Related: Held back, but not helped
He was already 19 when he began his senior year — one of the city’s many “overage” students. A 2018 analysis found that roughly half of New Orleans public-school students were retained at least one year. For Jarrin, turning 19 made him ineligible to play his senior season in baseball. Although the season was scuttled after four games because of coronavirus, Jarrin felt a little lost without baseball to anchor his schooldays.
But his mom and grandma — and Bartlett — urged him to stick it out, and he did.
Before graduation, Bartlett pulled up to Sheila Rainey’s house with clothes for Jarrin to wear: a necktie and the pair of leather shoes that Bartlett had worn at his own wedding. As Bartlett knotted the tie around Jarrin’s neck in the family’s driveway, he got sentimental: “I’m so proud of you, man,” he said. “I love you to death, like a son.”
Typical, Jarrin said. “That’s something he been doing always, for the whole 10 years I’ve known him, making sure I’m straight.”
Bartlett recalled that seven years ago his star player was known for sliding down school bannisters and acting out. Looking back, Jarrin believes he was acting that way because of lagging academics. “I felt like I wasn’t sharp enough in the classroom,” he said.
Because a separate ceremony was held for each student, Frederick Douglass Principal Towana Pierre-Floyd wrote 120 graduation speeches, one for each of graduate. For Jarrin’s, she recalled his freshman year, when he was paired with reading interventionist Ellie Kramer. “You came in like a quiet storm,” she said from the podium, as his grandma, mom, sister, and cousin cheered loudly, along with the teachers and coaches positioned at socially distanced intervals across the school’s auditorium.
“Anything Ms.

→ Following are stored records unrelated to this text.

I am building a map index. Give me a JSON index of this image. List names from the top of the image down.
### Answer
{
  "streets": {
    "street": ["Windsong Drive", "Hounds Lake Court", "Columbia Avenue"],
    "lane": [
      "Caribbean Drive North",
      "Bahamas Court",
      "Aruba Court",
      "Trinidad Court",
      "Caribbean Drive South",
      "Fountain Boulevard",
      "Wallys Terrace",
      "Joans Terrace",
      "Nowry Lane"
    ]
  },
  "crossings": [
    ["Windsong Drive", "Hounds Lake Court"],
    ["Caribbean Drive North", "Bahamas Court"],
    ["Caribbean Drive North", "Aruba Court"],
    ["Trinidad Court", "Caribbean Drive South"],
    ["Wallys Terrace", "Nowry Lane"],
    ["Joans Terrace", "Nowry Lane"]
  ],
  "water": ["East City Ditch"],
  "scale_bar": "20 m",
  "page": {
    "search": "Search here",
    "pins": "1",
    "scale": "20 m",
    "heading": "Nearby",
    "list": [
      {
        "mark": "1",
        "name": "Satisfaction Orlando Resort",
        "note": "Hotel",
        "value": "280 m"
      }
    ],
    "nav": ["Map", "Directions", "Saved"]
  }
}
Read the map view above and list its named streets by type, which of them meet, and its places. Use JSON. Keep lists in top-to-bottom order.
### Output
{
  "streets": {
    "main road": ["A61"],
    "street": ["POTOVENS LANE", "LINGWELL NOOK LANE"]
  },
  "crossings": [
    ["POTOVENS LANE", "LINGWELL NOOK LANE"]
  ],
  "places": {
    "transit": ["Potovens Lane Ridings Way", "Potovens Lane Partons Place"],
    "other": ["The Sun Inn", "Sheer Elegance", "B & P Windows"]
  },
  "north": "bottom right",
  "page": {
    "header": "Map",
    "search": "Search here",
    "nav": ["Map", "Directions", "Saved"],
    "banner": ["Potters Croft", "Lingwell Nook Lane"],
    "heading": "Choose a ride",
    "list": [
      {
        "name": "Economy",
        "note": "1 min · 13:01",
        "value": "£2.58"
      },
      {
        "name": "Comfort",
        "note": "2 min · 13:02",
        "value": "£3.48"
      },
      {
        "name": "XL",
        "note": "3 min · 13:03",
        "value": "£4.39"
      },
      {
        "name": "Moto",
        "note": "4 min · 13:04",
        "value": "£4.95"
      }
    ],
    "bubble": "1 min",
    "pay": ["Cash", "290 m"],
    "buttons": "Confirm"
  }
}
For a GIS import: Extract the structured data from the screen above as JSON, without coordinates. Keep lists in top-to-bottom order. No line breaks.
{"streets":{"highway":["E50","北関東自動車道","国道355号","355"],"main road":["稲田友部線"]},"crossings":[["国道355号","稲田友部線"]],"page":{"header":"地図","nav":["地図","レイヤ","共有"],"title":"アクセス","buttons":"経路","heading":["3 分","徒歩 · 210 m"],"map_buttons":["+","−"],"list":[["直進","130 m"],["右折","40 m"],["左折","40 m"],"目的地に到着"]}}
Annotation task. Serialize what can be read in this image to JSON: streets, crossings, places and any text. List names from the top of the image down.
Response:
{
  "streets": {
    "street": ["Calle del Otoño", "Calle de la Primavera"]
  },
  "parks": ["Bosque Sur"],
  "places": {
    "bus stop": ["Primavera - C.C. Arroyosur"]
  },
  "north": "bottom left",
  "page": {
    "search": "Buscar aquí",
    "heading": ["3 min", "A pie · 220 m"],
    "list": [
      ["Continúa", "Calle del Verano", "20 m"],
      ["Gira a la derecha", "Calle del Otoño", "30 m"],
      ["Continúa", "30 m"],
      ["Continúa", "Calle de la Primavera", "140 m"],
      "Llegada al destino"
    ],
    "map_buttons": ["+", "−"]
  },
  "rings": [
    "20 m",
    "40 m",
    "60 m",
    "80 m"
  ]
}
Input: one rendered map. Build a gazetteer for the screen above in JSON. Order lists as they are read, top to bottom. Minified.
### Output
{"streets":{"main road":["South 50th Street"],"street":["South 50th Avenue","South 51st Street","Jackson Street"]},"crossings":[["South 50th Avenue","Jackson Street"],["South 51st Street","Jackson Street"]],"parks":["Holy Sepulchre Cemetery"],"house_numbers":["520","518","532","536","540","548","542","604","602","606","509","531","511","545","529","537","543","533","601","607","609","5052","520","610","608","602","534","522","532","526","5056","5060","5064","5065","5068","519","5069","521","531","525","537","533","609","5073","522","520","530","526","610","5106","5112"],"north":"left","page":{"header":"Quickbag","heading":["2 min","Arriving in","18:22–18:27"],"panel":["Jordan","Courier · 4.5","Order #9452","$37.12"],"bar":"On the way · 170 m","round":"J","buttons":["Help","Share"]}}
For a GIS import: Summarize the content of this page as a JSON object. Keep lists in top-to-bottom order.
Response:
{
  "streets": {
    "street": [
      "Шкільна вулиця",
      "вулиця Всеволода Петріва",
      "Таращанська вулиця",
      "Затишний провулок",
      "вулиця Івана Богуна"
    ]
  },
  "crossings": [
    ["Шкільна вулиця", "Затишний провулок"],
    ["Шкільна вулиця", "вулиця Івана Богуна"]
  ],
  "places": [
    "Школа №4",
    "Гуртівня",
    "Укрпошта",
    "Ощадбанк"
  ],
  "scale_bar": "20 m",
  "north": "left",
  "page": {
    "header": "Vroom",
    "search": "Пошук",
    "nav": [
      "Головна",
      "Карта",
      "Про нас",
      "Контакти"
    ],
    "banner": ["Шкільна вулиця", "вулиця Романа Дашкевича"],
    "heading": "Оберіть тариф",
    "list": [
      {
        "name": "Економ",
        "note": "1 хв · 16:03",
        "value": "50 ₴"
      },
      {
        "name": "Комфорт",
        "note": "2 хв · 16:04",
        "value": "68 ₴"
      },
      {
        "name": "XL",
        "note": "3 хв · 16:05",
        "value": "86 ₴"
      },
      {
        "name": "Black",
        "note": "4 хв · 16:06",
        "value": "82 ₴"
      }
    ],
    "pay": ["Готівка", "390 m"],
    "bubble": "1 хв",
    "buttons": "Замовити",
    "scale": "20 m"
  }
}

Kramer put in front of him, he would get it done without fail, without argument — just cleanly, crisply, always got it done,” Pierre-Floyd said. “And when we looked back in May, Jarrin had jumped 300 Lexile points in one year.” She said that was about four times the typical annual growth in reading for his age group.
No one before or since has topped his freshman-year growth, said Pierre-Floyd, as she turned to speak directly to the 6-foot-3 student who’d first shook her hand as a polite eighth grader playing on her high school team. “The thing that’s even cooler is that Jarrin has continued to outpace himself,” Pierre-Floyd said. “Year after year, he’s at these crazy numbers of growth. And he doesn’t show off his skill, doesn’t show off the fact that he’s the greatest grower of all time in the history of Douglass. Instead, he just operates with quiet leadership.”